Sachant que cette demoiselle Deladier était une mondaine quelque peu dévoyée, Jean Vaucourt ne voulut pas lui donner asile dans sa maison où, d’ailleurs, il n’aurait pu la loger convenablement. Il la conduisit à une petite case, jolie et propre voisine de la case de son ordonnance, Aubray, et il demanda à la femme de ce dernier de prêter ses services à la visiteuse. La femme d’Aubray accepta de se rendre le plus utile possible, et en quelques instants la jeune fille était confortablement installée dans la case qu’un bon feu dans la cheminée réchauffait.

Malgré ces attentions Mlle Deladier n’était pas contente.

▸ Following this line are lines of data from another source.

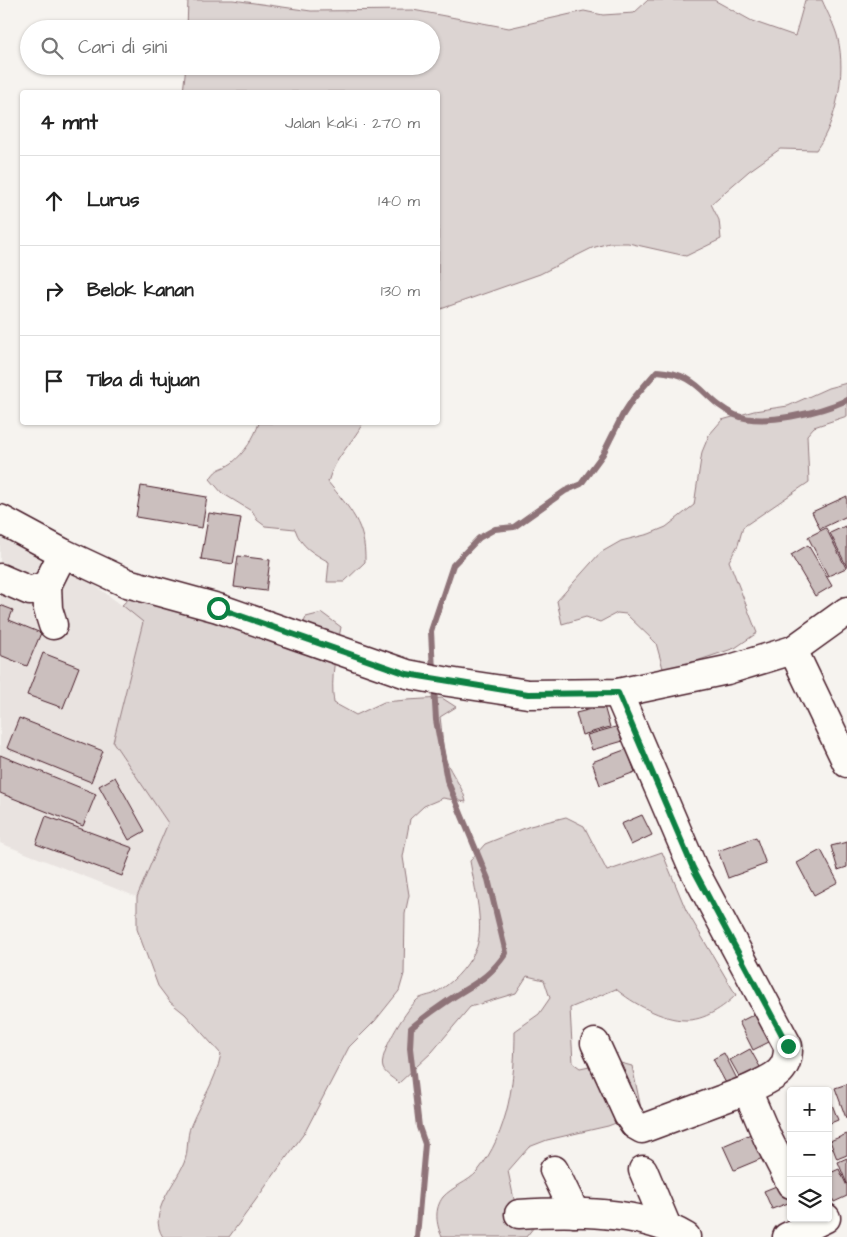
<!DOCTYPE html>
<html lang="id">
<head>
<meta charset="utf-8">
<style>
  :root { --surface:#fff; --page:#f6f6f6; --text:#222; --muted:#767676; --line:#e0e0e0 }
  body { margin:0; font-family:"Architects Daughter",sans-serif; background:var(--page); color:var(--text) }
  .controls { position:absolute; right:15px; bottom:15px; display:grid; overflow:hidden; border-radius:5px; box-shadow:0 1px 4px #0004 }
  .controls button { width:45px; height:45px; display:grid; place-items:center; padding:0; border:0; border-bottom:1px solid var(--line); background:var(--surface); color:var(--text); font:25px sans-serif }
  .stop { position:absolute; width:15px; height:15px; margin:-11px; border:4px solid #0b8043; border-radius:50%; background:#fff }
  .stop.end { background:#0b8043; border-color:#fff; box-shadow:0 1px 5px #0008 }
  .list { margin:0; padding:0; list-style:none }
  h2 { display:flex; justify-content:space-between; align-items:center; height:65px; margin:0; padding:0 20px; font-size:21px }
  h2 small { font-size:16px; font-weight:400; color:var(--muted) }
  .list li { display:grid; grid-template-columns:32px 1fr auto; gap:15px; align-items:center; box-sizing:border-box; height:90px; padding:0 20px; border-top:1px solid var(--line) }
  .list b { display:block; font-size:19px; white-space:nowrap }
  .list em { font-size:16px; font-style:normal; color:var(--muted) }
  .icon { flex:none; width:28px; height:28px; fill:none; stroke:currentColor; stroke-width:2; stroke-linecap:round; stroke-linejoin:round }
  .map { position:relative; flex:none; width:847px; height:1237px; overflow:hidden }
  .search { position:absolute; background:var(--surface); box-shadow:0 1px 4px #0004; left:20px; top:20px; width:420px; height:55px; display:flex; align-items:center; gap:12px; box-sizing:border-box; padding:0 18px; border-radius:28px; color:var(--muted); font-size:19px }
  .panel { position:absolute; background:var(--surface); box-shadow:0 1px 4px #0004; left:20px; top:90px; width:420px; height:335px; border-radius:5px }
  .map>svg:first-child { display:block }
  .built { fill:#e9e3e0 }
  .green { fill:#dcd4d2; stroke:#937a7e }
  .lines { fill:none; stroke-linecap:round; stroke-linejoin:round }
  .stream { stroke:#8e7378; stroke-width:6 }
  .building { fill:#cbbfbe; stroke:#4a1f2b }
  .minor-casing { stroke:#4a1f2b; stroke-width:31 }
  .major-casing { stroke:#4a1f2b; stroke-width:31 }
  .minor { stroke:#fdfcf7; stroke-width:28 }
  .major { stroke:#fdfcf7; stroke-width:28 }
  .route { stroke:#0b8043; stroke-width:6 }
</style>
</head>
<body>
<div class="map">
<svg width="847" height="1237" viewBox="0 0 847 1237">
  <rect width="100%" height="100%" fill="#f6f3ef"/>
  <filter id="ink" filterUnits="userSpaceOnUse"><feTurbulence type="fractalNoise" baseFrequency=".02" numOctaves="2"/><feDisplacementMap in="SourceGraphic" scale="10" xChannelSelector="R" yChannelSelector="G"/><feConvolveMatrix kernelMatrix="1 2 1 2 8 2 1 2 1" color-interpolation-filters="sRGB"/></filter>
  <g filter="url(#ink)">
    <!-- built -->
    <polygon class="built" points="0,531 81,575 143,621 113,742 168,823 137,897 0,843"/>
    <!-- green -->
    <g class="green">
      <path d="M188 0H233L311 11 413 10 509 28 584 11 603 15 634 13 648 0H714L752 21 795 36 805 0H822C827 12 835 26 838 39 846 74 837 121 816 150L780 149 749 171 711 204 719 220 721 239 686 256 628 243H609L592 248 540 274 438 310V92H183L186 66H431V29H187Z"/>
      <polygon points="847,383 847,416 814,427 807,435 809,482 743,527 738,545 729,561 757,633 735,648 664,672 656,643 626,614 617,613 600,622 586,617 562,624 557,601 600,553 621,541 649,534 666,527 694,505 702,452 709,435 722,420 754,411 788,406 828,388"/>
      <path d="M259 423H363C351 445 335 457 328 482 350 509 366 524 365 562L344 582H327L329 562C313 553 301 547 295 529L265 526 257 520 253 512 222 493 210 479C218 466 222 470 232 463 245 452 254 438 259 423Z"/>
      <path d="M134 594 297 641 306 617 322 613 341 627C336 653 330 678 334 703L356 715 384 702 407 700 442 698 456 707 440 717C442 730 442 747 446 760 451 775 463 786 466 802L443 798 424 806 410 819 403 857 409 895 405 914 404 974 399 991 375 1021 349 1047 305 1132 229 1237H163C147 1213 175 1185 184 1163 189 1151 186 1137 191 1125 202 1098 215 1084 221 1054L185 1014 170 1002 158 986 137 929V897L168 823 113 742 143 622 122 605Z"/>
      <path d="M566 817 584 826 607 871 662 852 686 910 736 995C724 1007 704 1021 685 1020 663 1020 632 1003 616 989L570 1008 573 1063 580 1068 613 1061 632 1066 642 1113 608 1126 547 1140 529 1147 508 1171 516 1209 534 1227 526 1237H442C436 1224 434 1209 443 1197 452 1187 468 1182 477 1172 509 1132 515 1080 515 1031L539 1014 550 998 544 980 527 976 516 993 470 1007 432 1052 399 1083C394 1079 385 1074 383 1068 378 1054 405 1012 416 1001 419 997 427 996 433 994 451 985 466 969 475 951 486 929 474 885 470 861L485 844 530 826Z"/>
    </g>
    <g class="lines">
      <!-- stream -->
      <g class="stream">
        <path d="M433 671 431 631 453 565 479 538 495 529 514 527 565 491 581 484 603 454 622 416 633 399 657 371C702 374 702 400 735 415 762 427 821 412 847 400"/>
        <path d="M417 1237 425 1144 419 1127 410 1048 411 1028C422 1019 434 1010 446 1002 472 984 487 981 506 953L488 879 447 780 436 720 434 686"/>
      </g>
    </g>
    <!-- building -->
    <g class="building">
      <polygon points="141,486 207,497 202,528 136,517"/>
      <polygon points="847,496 847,516 820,529 812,512"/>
      <polygon points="209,513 241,518 233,564 201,559"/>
      <polygon points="845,526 847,530 847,567 830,533"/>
      <polygon points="826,528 846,568 828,576 808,537"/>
      <polygon points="808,545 832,586 815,596 791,555"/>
      <polygon points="238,556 270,560 266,591 234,587"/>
      <polygon points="0,605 13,610 9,620 41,633 27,666 0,655"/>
      <polygon points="43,653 79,667 63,708 27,695"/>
      <polygon points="604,706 610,727 582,735 576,713"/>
      <polygon points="19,718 103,751 91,782 7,748"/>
      <polygon points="619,726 623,741 592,750 587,735"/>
      <polygon points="627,749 635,772 600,785 592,762"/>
      <polygon points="0,755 96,794 83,826 0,793"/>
      <polygon points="115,777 145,831 129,840 99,786"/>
      <polygon points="642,815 652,835 631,845 621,824"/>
      <polygon points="46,816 133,848 122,876 36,844"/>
      <polygon points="756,837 766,864 728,878 718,851"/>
      <polygon points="847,842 847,867 838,870 831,846"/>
      <polygon points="821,850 838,882 814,895 797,863"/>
      <polygon points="763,1010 777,1038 753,1050 739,1022"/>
      <polygon points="750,1049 764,1074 744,1085 730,1060"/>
      <polygon points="724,1053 738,1081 728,1087 713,1059"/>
      <polygon points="847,1084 847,1118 846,1118 835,1088"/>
      <polygon points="828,1094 838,1120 828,1124"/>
      <polygon points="760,1130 770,1155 734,1170 723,1146"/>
      <polygon points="847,1134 847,1155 837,1159 830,1141"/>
      <polygon points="847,1158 847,1184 838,1162"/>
      <polygon points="839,1169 847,1186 847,1196 834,1202 828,1189 828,1174"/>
      <polygon points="786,1182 791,1194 791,1202 772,1209 764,1191"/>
    </g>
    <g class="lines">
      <defs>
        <g id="minor">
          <polyline points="0,578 30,591 47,585 63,553"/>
          <polyline points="47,585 48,609 53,625"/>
          <polyline points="793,650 847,611"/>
          <path d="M618 693 693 868 788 1046C789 1075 770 1078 747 1090L768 1139 791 1184"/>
          <polyline points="595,1043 628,1115 635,1125 642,1129 747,1090"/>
          <polyline points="554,1170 575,1213"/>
          <polyline points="643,1170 667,1227"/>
          <path d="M519 1214C570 1211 642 1210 686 1237"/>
          <polyline points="787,1237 826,1218"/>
        </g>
        <polyline id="major" points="0,519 63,553 127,583 218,608 407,674 449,682 528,694 618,693 727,670 793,650 847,763"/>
      </defs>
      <!-- minor casing -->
      <use href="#minor" class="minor-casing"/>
      <!-- major casing -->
      <use href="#major" class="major-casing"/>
      <!-- minor -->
      <use href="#minor" class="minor"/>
      <!-- major -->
      <use href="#major" class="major"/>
    </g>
  </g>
  <g class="lines" filter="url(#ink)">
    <!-- route -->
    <polyline class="route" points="218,608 407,674 528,694 618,693 693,868 788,1046"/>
  </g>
</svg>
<div class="controls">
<button>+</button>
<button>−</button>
<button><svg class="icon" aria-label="layers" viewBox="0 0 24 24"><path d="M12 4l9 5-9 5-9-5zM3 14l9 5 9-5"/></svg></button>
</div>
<div class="stop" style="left:218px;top:608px"></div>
<div class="stop end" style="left:788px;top:1046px"></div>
<div class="search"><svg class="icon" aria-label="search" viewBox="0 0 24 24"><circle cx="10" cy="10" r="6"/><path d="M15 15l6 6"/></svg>Cari di sini</div>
<section class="panel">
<h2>4 mnt<small>Jalan kaki · 270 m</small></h2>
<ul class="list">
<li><svg class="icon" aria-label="ahead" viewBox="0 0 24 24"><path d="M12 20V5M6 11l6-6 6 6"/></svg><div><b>Lurus</b></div><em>140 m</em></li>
<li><svg class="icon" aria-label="right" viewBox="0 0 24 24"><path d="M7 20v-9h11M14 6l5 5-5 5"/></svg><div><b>Belok kanan</b></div><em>130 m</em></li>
<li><svg class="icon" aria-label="arrive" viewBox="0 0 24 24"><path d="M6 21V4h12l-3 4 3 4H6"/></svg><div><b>Tiba di tujuan</b></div></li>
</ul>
</section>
</div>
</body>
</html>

Quand elle se vit seule dans cette case sans fenêtre et uniquement éclairée par le feu de l’âtre, elle fut prise d’un accès d’indignation.

— Oh ! monsieur le capitaine, gronda-t-elle sourdement, vous ne voulez pas me faire les honneurs de votre maison comme si j’étais une pestiférée capable d’empoisonner votre prude de femme ; mais prenez garde ! je pourrai un jour laver cet affront !

Et sa colère avait grandi à ce point qu’elle s’était mise à jurer, à tendre les poings, à menacer, à tempêter, lorsque parut la femme d’Aubray. Alors, comédienne tout autant peut-être que la Péan, Mlle Deladier réussit à se transformer sur-le-champ en une jeune fille niaise, innocente et bien malheureuse que deux malandrins dans le but de la rançonner avaient enlevée de son village.